Binance achieved a new milestone in August as its futures trading volume reached $2.626 trillion, marking the highest monthly figure on the platform in 2025. This surpassed July’s $2.552 trillion amid renewed activity from both retail and institutional traders.
Analysts attribute this record-breaking performance to several factors, indicating a strong return of market momentum and heightened liquidity on Binance as a primary futures trading hub. According to CryptoQuant’s findings, the surge appears closely linked to extreme price volatility, particularly in Bitcoin, which experienced sharp gains at the start of August followed by rapid corrections.
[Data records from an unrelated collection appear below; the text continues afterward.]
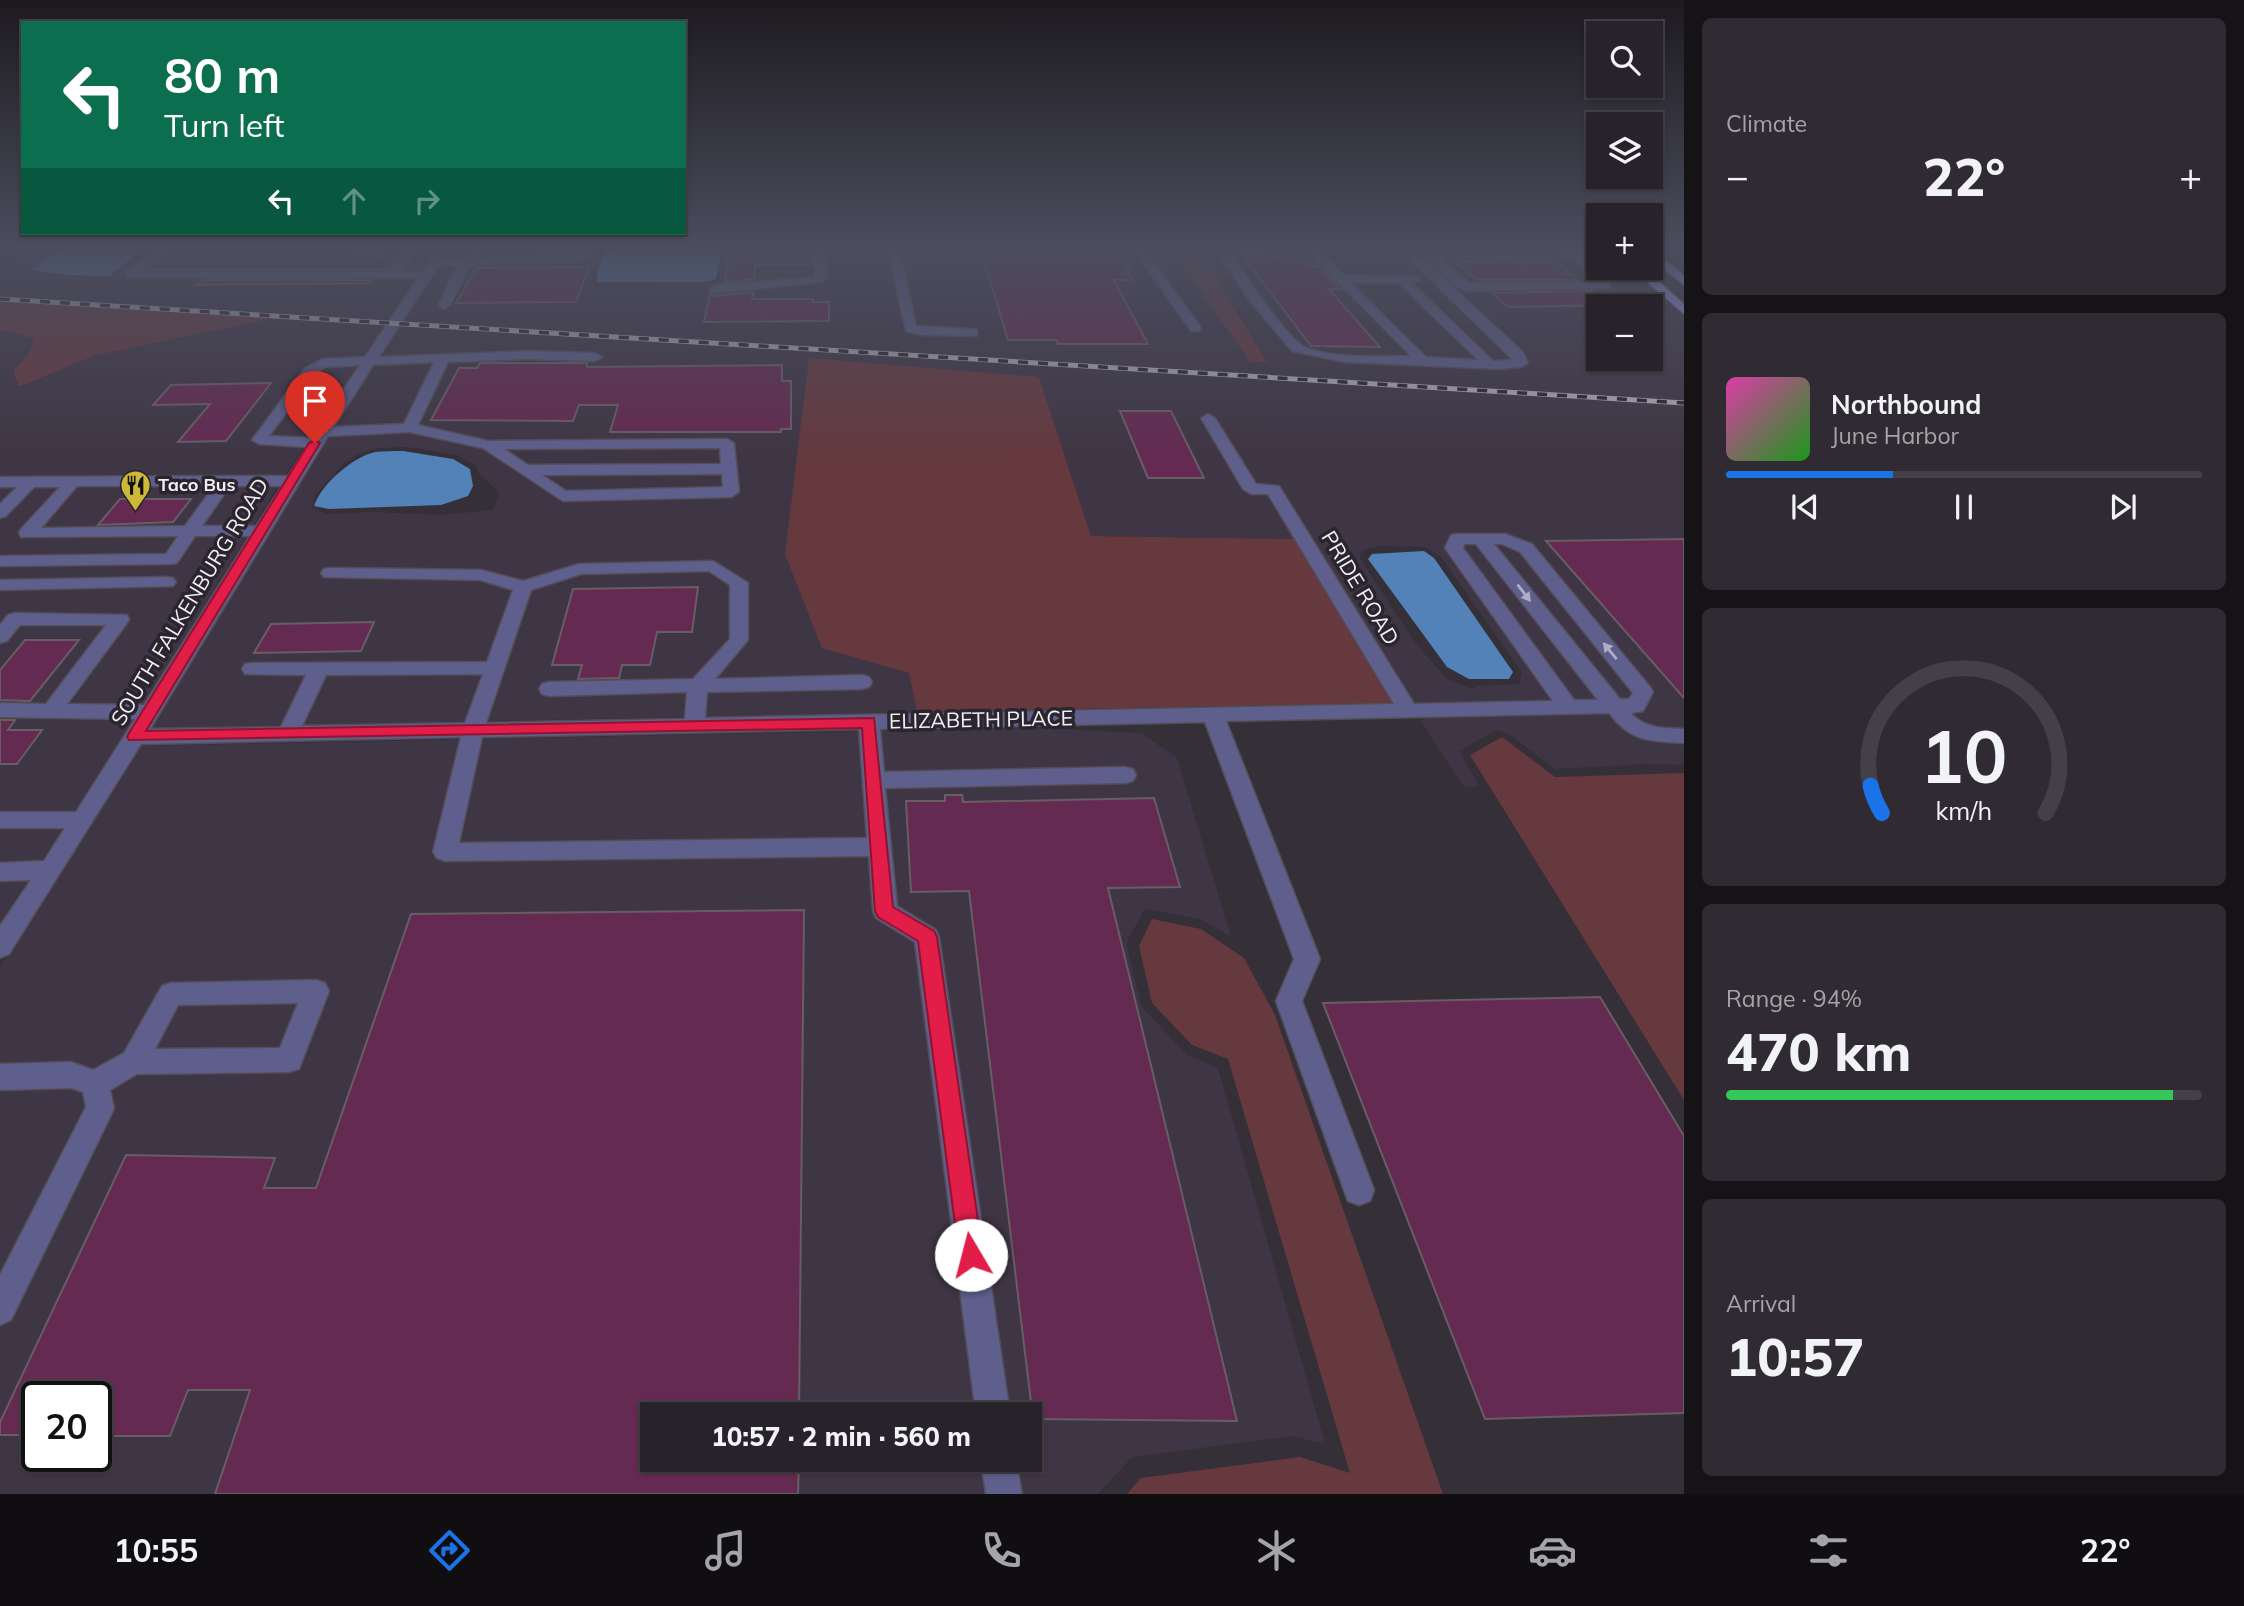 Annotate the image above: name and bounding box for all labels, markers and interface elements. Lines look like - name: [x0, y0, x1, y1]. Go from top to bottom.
- map controls: [1586, 21, 1663, 371]
- button: search: [1586, 21, 1663, 98]
- text: 80 m: [164, 44, 280, 105]
- icon: left: [49, 49, 140, 140]
- text: Turn left: [164, 105, 284, 145]
- text: Climate: [1726, 109, 1807, 138]
- button: layers: [1586, 112, 1663, 189]
- text: 22°: [1923, 144, 2005, 209]
- text: −: [1726, 152, 1749, 200]
- text: +: [2179, 152, 2202, 200]
- icon: left: [262, 182, 300, 220]
- icon: ahead: [335, 182, 373, 220]
- icon: right: [408, 182, 446, 220]
- button: +: [1586, 203, 1663, 280]
- button: −: [1586, 294, 1663, 371]
- pin: [285, 371, 345, 443]
- icon: arrive: [296, 382, 334, 420]
- text: Northbound: [1831, 388, 1981, 421]
- text: June Harbor: [1831, 421, 1959, 450]
- restaurant icon: Taco Bus: [118, 468, 152, 512]
- street label: SOUTH FALKENBURG ROAD: [105, 473, 273, 730]
- place label: Taco Bus: [158, 473, 236, 496]
- icon: previous: [1786, 488, 1824, 526]
- icon: pause: [1945, 488, 1983, 526]
- icon: next: [2104, 488, 2142, 526]
- street label: PRIDE ROAD: [1317, 526, 1405, 649]
- one-way arrow: [1516, 583, 1531, 601]
- one-way arrow: [1603, 643, 1618, 660]
- street label: ELIZABETH PLACE: [889, 704, 1073, 734]
- text: 10: [1920, 710, 2008, 801]
- text: km/h: [1936, 795, 1992, 826]
- text: Range · 94%: [1726, 984, 1862, 1013]
- text: 470 km: [1726, 1019, 1911, 1084]
- position arrow: [934, 1218, 1008, 1292]
- text: Arrival: [1726, 1289, 1796, 1318]
- text: 10:57: [1726, 1324, 1864, 1389]
- speed limit sign: 20: [21, 1381, 112, 1472]
- text: 10:57 · 2 min · 560 m: [711, 1420, 971, 1453]
- icon: directions: [425, 1526, 474, 1575]
- icon: music: [701, 1526, 750, 1575]
- icon: phone: [977, 1526, 1026, 1575]
- icon: climate: [1252, 1526, 1301, 1575]
- icon: car: [1528, 1526, 1577, 1575]
- icon: filters: [1804, 1526, 1853, 1575]
- text: 10:55: [113, 1530, 198, 1570]
- text: 22°: [2080, 1530, 2130, 1570]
These price swings created ideal conditions for short-term speculators seeking to capitalize on both upward and downward movements.
Institutional investors, including hedge funds, have notably returned to the market, taking long and short positions in response to stabilized ETF momentum and renewed market confidence. Open interest on Binance rose sharply alongside the volume spike, indicating that growth was not merely due to liquidations but was supported by new position buildups. This aligns with a broader market trend where traders increasingly favored derivatives over spot trading, using leveraged contracts to maximize short-term returns amid slowing spot activity on other platforms.
Despite the record-breaking figures, CryptoQuant observed that periods of high momentum in futures markets often precede corrections. For sustained growth, futures trading requires strong support from spot markets and reliable cash flows, particularly from stablecoins and exchange reserves. August’s performance positions Binance as more than just a trading platform, increasingly viewed as a strategic center for institutional speculation.